§ Exercise instructions: The lines from the top of the material below through the line containing "transform-origin:2.25px; border-radius:2.25px; background:#fff" are to be printed exactly, with pictures omitted.

§ Supplied information:
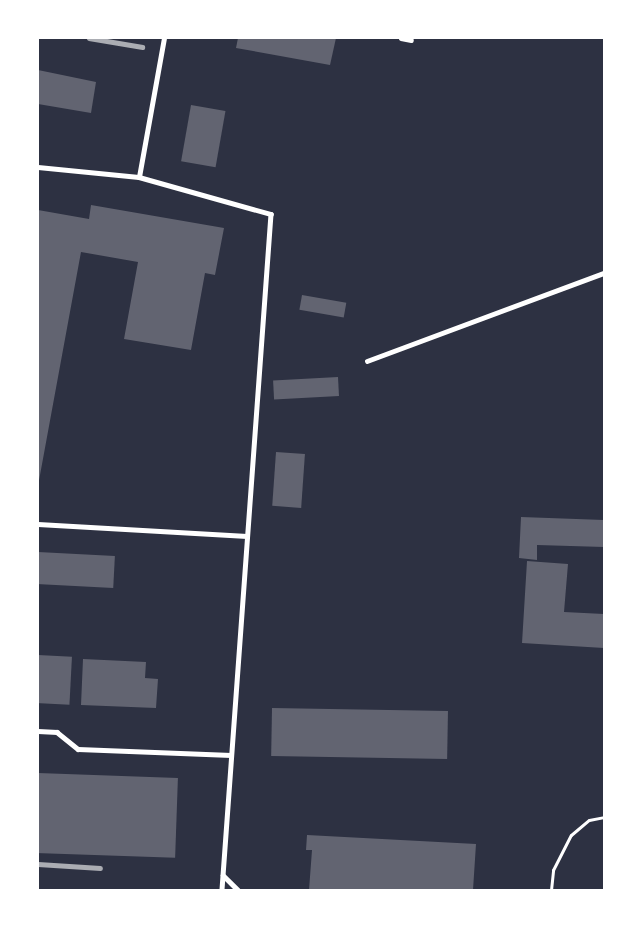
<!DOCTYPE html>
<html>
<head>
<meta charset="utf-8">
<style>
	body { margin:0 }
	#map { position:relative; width:642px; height:928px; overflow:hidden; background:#2d3142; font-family:Raleway,sans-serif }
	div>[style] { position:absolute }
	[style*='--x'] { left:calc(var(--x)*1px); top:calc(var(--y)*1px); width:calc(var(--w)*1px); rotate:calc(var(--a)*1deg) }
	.building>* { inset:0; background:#626471; transform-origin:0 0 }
	.path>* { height:3px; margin:-1.5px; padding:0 1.5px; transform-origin:1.5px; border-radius:1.5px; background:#fff }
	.service>* { height:4.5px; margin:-2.25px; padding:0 2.25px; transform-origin:2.25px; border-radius:2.25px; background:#fff }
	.rail>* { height:4.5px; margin:-2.25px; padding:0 2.25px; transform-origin:2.25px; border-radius:2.25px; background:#abadb3 }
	span { translate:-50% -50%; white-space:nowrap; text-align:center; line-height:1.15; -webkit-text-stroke:6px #fff; paint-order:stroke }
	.frame { position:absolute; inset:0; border:39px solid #fff; pointer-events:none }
</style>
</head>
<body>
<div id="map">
	<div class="building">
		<div style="clip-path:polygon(238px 38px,336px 38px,330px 65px,236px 48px)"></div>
		<div style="clip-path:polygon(38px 70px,96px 82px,91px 113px,38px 104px)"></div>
		<div style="left:191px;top:105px;width:35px;height:57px;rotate:10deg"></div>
		<div style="clip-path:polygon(91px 205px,224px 228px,215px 275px,205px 273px,191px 350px,124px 339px,138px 262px,81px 252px,38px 486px,38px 210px,89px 219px)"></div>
		<div style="left:302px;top:295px;width:45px;height:15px;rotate:10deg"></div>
		<div style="left:338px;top:377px;width:19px;height:65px;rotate:87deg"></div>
		<div style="left:276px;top:452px;width:29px;height:54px;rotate:4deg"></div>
		<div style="clip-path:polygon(521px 517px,604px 520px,604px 547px,537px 545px,537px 560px,519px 558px)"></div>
		<div style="left:38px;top:552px;width:77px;height:32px;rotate:3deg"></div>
		<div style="clip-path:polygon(527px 561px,568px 564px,564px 612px,604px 614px,604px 648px,522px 643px)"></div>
		<div style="left:38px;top:655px;width:34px;height:48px;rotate:3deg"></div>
		<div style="clip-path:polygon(83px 659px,146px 662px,145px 678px,158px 679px,156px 708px,81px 705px)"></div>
		<div style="left:272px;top:708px;width:176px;height:48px;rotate:1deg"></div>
		<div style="left:38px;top:773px;width:140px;height:80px;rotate:2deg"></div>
		<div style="clip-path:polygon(307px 835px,476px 844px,473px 890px,309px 890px,312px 850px,306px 850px)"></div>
	</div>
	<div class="path">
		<div style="--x:551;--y:890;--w:20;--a:-84"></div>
		<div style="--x:553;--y:870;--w:39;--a:-63"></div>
		<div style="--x:571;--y:835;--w:23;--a:-40"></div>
		<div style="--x:589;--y:820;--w:15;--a:-11"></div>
	</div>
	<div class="service">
		<div style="--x:401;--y:38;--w:10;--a:11"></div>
		<div style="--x:38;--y:167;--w:101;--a:5.7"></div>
		<div style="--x:139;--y:177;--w:141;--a:-79.8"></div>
		<div style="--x:139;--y:177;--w:137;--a:15.7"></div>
		<div style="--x:271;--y:214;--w:678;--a:94.15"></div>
		<div style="--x:367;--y:361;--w:253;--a:-20.4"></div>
		<div style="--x:38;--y:524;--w:209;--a:3.3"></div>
		<div style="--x:38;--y:731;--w:19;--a:3"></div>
		<div style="--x:57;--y:732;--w:27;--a:39"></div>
		<div style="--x:78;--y:749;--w:153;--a:2.2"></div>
		<div style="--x:223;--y:875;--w:21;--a:45"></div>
	</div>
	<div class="rail">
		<div style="--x:89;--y:38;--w:54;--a:9.6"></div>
		<div style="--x:38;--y:864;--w:62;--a:3.7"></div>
	</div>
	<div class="frame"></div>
</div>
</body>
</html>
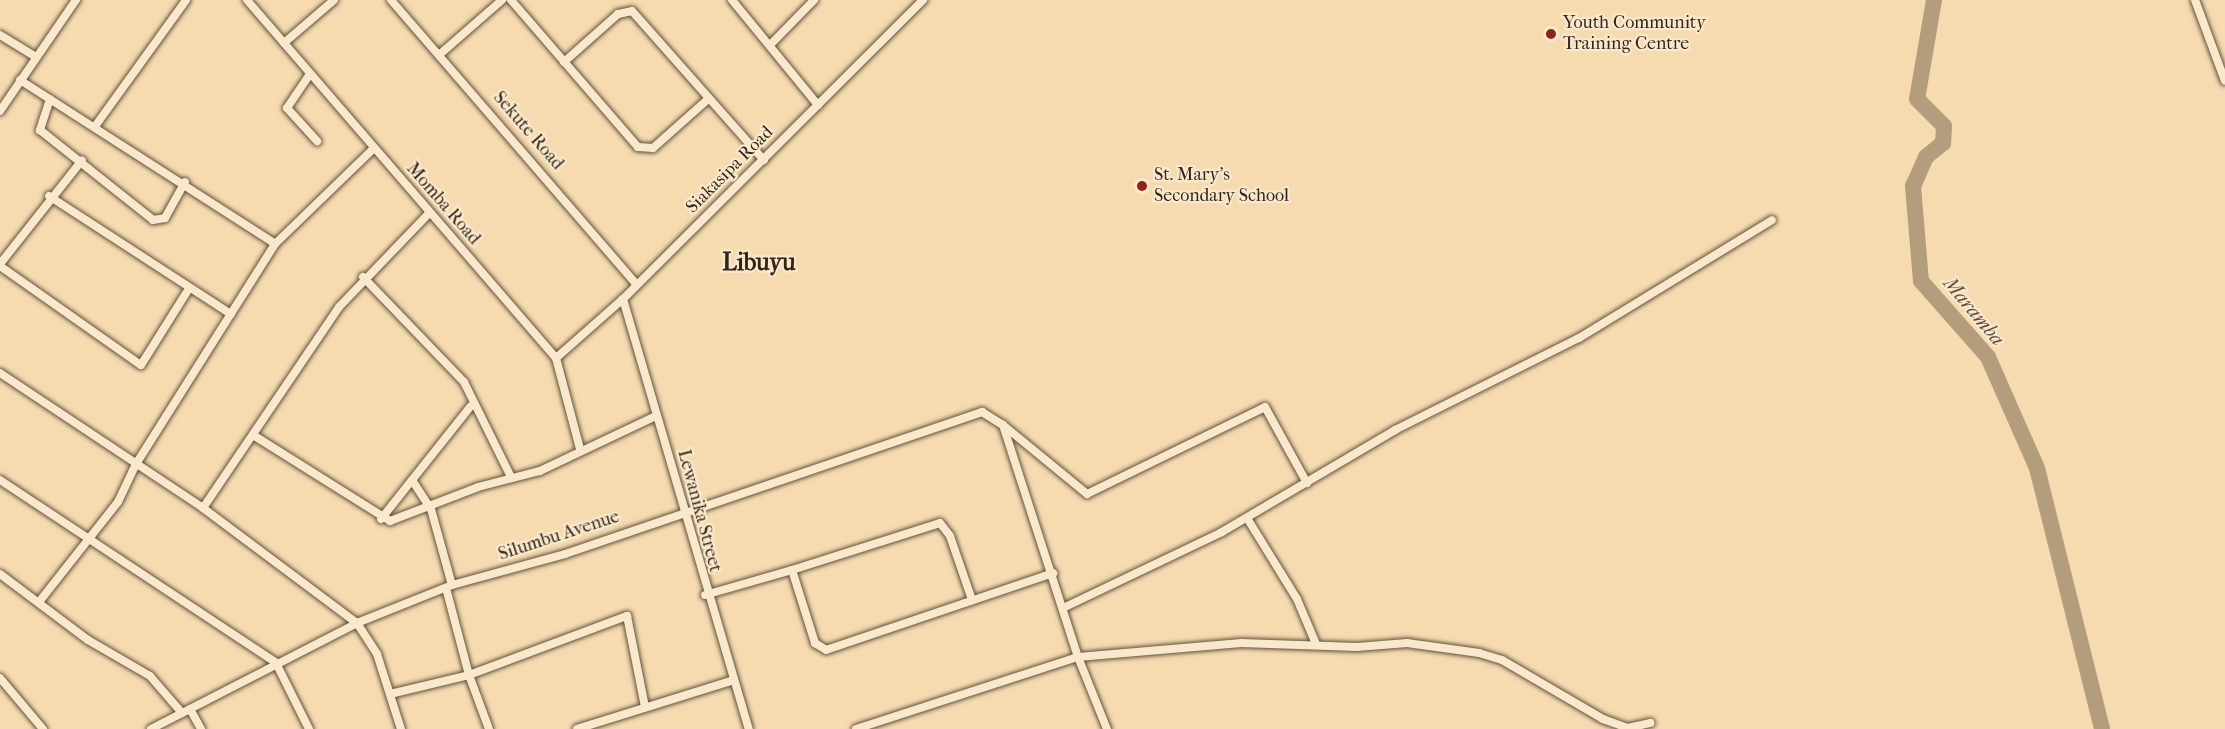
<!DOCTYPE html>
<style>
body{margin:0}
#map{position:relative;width:2225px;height:729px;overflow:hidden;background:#f6dbb0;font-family:"IM FELL French Canon",serif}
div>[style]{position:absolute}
.river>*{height:16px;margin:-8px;padding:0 8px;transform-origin:8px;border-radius:8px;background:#b39d7c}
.roads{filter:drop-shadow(0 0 2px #62523e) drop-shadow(0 0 2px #62523e)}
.street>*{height:8px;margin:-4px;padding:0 4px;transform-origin:4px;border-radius:4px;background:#f9e8cc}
.dots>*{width:16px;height:16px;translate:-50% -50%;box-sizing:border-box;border:3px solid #f9e8cc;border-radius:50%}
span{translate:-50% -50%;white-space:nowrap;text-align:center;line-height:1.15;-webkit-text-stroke:4.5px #f9e8cc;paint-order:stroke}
.poi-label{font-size:18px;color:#312418}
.left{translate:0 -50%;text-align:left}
.street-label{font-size:18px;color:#312418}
.water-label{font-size:20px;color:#5e4e3b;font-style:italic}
.district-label{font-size:24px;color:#312418;font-weight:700}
</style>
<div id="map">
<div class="river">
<i style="left:1934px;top:0;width:100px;rotate:99.7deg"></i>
<i style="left:1917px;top:99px;width:38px;rotate:45deg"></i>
<i style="left:1944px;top:126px;width:17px;rotate:93deg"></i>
<i style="left:1943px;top:143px;width:22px;rotate:141deg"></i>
<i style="left:1926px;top:157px;width:32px;rotate:114deg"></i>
<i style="left:1913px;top:186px;width:95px;rotate:85.2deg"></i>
<i style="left:1921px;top:281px;width:101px;rotate:48.6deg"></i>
<i style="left:1988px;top:357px;width:121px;rotate:66.2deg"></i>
<i style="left:2037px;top:468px;width:269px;rotate:76deg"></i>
</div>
<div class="roads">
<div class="street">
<i style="left:247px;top:0;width:473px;rotate:49.2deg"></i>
<i style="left:556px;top:358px;width:94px;rotate:75.2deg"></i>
<i style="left:391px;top:0;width:376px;rotate:49.2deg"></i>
<i style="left:511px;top:0;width:194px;rotate:49.2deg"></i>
<i style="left:638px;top:147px;width:15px;rotate:4deg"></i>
<i style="left:653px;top:148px;width:72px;rotate:-41.6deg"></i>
<i style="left:732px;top:0;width:136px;rotate:50.7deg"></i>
<i style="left:2195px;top:0;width:86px;rotate:69.7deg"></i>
<i style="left:0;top:35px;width:42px;rotate:31.4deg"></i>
<i style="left:284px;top:43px;width:66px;rotate:-40.7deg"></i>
<i style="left:770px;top:45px;width:63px;rotate:-45.6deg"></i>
<i style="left:439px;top:55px;width:84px;rotate:-41.1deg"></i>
<i style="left:564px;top:62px;width:72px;rotate:-41.6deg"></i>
<i style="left:618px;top:14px;width:14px;rotate:-12deg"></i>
<i style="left:632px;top:11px;width:199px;rotate:48.5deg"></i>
<i style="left:310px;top:74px;width:41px;rotate:124.1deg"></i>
<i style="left:287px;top:108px;width:45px;rotate:47.7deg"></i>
<i style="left:20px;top:80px;width:303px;rotate:32.7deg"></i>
<i style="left:50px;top:99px;width:33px;rotate:108deg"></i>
<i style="left:40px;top:130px;width:144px;rotate:38.5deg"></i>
<i style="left:153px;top:220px;width:12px;rotate:-9deg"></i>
<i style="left:165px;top:218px;width:41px;rotate:-60.9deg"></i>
<i style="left:0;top:111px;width:135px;rotate:-55.6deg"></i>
<i style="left:96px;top:125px;width:154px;rotate:-54.2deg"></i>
<i style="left:49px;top:196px;width:217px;rotate:33deg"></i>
<i style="left:0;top:264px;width:132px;rotate:-51.7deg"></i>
<i style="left:0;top:266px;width:172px;rotate:35.1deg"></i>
<i style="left:141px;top:365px;width:89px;rotate:-57.9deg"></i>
<i style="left:363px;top:277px;width:146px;rotate:46.1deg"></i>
<i style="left:464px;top:382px;width:106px;rotate:63.7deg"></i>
<i style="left:623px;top:299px;width:448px;rotate:73.7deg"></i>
<i style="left:556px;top:358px;width:89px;rotate:-41.4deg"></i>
<i style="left:623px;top:299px;width:424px;rotate:-44.9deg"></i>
<i style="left:0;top:373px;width:244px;rotate:33.6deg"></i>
<i style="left:203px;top:508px;width:192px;rotate:36.8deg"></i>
<i style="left:357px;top:623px;width:37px;rotate:57deg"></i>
<i style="left:377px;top:654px;width:79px;rotate:72.3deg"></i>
<i style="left:1003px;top:425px;width:109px;rotate:39.4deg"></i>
<i style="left:1087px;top:494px;width:198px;rotate:-26deg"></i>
<i style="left:1265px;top:407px;width:87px;rotate:61.1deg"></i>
<i style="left:253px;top:435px;width:162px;rotate:32.1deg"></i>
<i style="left:390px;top:521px;width:94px;rotate:-21.1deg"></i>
<i style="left:478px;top:487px;width:64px;rotate:-14.5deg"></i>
<i style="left:540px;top:471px;width:128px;rotate:-25.4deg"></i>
<i style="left:0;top:480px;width:331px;rotate:33.5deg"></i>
<i style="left:276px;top:663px;width:74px;rotate:63.4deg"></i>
<i style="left:412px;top:480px;width:35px;rotate:57deg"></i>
<i style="left:431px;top:509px;width:79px;rotate:74.6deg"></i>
<i style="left:203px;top:508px;width:243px;rotate:-55.9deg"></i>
<i style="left:339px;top:307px;width:130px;rotate:-46.2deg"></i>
<i style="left:1247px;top:518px;width:95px;rotate:58.3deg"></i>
<i style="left:1297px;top:599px;width:49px;rotate:67.1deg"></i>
<i style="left:381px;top:519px;width:144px;rotate:-51.5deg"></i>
<i style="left:792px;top:570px;width:155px;rotate:-17.6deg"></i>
<i style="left:940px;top:523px;width:16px;rotate:52deg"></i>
<i style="left:950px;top:536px;width:68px;rotate:71deg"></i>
<i style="left:0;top:574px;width:110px;rotate:36.9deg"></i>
<i style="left:88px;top:640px;width:72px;rotate:30.1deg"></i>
<i style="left:150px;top:676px;width:49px;rotate:49.1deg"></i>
<i style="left:705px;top:595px;width:91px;rotate:-16deg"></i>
<i style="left:792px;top:570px;width:77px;rotate:72.5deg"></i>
<i style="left:815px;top:643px;width:13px;rotate:32deg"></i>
<i style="left:826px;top:650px;width:240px;rotate:-18.7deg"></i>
<i style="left:39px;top:602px;width:127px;rotate:-51.7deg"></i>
<i style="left:118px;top:502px;width:42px;rotate:-64.7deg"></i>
<i style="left:136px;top:464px;width:260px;rotate:-57.7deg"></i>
<i style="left:275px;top:244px;width:136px;rotate:-44.1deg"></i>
<i style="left:1063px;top:608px;width:176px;rotate:-25.5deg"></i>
<i style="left:1222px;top:532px;width:201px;rotate:-30.5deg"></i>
<i style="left:1395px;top:430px;width:206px;rotate:-26.6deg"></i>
<i style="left:1579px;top:338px;width:226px;rotate:-31.4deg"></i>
<i style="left:0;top:678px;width:67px;rotate:49.9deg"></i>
<i style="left:390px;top:694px;width:81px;rotate:-13.5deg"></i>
<i style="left:469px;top:675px;width:90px;rotate:-104.8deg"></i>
<i style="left:190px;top:709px;width:23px;rotate:61deg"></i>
<i style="left:151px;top:729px;width:232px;rotate:-27.2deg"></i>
<i style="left:357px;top:623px;width:102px;rotate:-21.8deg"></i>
<i style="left:452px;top:585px;width:117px;rotate:-15.3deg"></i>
<i style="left:565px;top:554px;width:441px;rotate:-18.8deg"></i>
<i style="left:982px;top:412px;width:25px;rotate:32deg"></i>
<i style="left:1003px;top:425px;width:244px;rotate:72.1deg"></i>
<i style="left:1078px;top:657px;width:78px;rotate:68.1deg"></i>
<i style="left:489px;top:729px;width:58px;rotate:-110.3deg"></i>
<i style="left:469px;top:675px;width:169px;rotate:-20.5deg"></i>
<i style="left:627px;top:616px;width:93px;rotate:78.8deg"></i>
<i style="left:577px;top:729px;width:161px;rotate:-17.3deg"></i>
<i style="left:856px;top:729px;width:233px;rotate:-18deg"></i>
<i style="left:1078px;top:657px;width:164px;rotate:-4.9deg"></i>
<i style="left:1241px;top:643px;width:116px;rotate:2deg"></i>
<i style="left:1357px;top:647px;width:50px;rotate:-4.6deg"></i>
<i style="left:1407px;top:643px;width:73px;rotate:7.9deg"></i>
<i style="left:1479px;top:653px;width:24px;rotate:17deg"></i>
<i style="left:1502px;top:660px;width:117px;rotate:30.3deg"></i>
<i style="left:1603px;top:719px;width:27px;rotate:20deg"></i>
<i style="left:1628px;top:728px;width:23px;rotate:-13deg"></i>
</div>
</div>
<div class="dots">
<i style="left:1551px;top:34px;background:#8f2418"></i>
<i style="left:1142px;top:186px;background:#8f2418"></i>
</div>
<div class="poi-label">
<span class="left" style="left:1563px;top:34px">Youth Community<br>Training Centre</span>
<span class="left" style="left:1154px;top:186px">St. Mary's<br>Secondary School</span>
</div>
<div class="street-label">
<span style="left:528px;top:131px;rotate:49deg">Sekute Road</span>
<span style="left:730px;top:170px;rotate:-45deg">Siakasipa Road</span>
<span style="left:443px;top:204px;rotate:49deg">Momba Road</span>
<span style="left:699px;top:511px;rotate:75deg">Lewanika Street</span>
<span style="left:559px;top:536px;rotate:-18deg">Silumbu Avenue</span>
</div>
<div class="water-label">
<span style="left:1974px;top:311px;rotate:50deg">Maramba</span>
</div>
<div class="district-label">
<span style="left:759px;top:263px">Libuyu</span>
</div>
</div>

§ Written reply:
<!DOCTYPE html>
<html>
<head>
<meta charset="utf-8">
<style>
	body { margin:0 }
	#map { position:relative; width:642px; height:928px; overflow:hidden; background:#2d3142; font-family:Raleway,sans-serif }
	div>[style] { position:absolute }
	[style*='--x'] { left:calc(var(--x)*1px); top:calc(var(--y)*1px); width:calc(var(--w)*1px); rotate:calc(var(--a)*1deg) }
	.building>* { inset:0; background:#626471; transform-origin:0 0 }
	.path>* { height:3px; margin:-1.5px; padding:0 1.5px; transform-origin:1.5px; border-radius:1.5px; background:#fff }
	.service>* { height:4.5px; margin:-2.25px; padding:0 2.25px; transform-origin:2.25px; border-radius:2.25px; background:#fff }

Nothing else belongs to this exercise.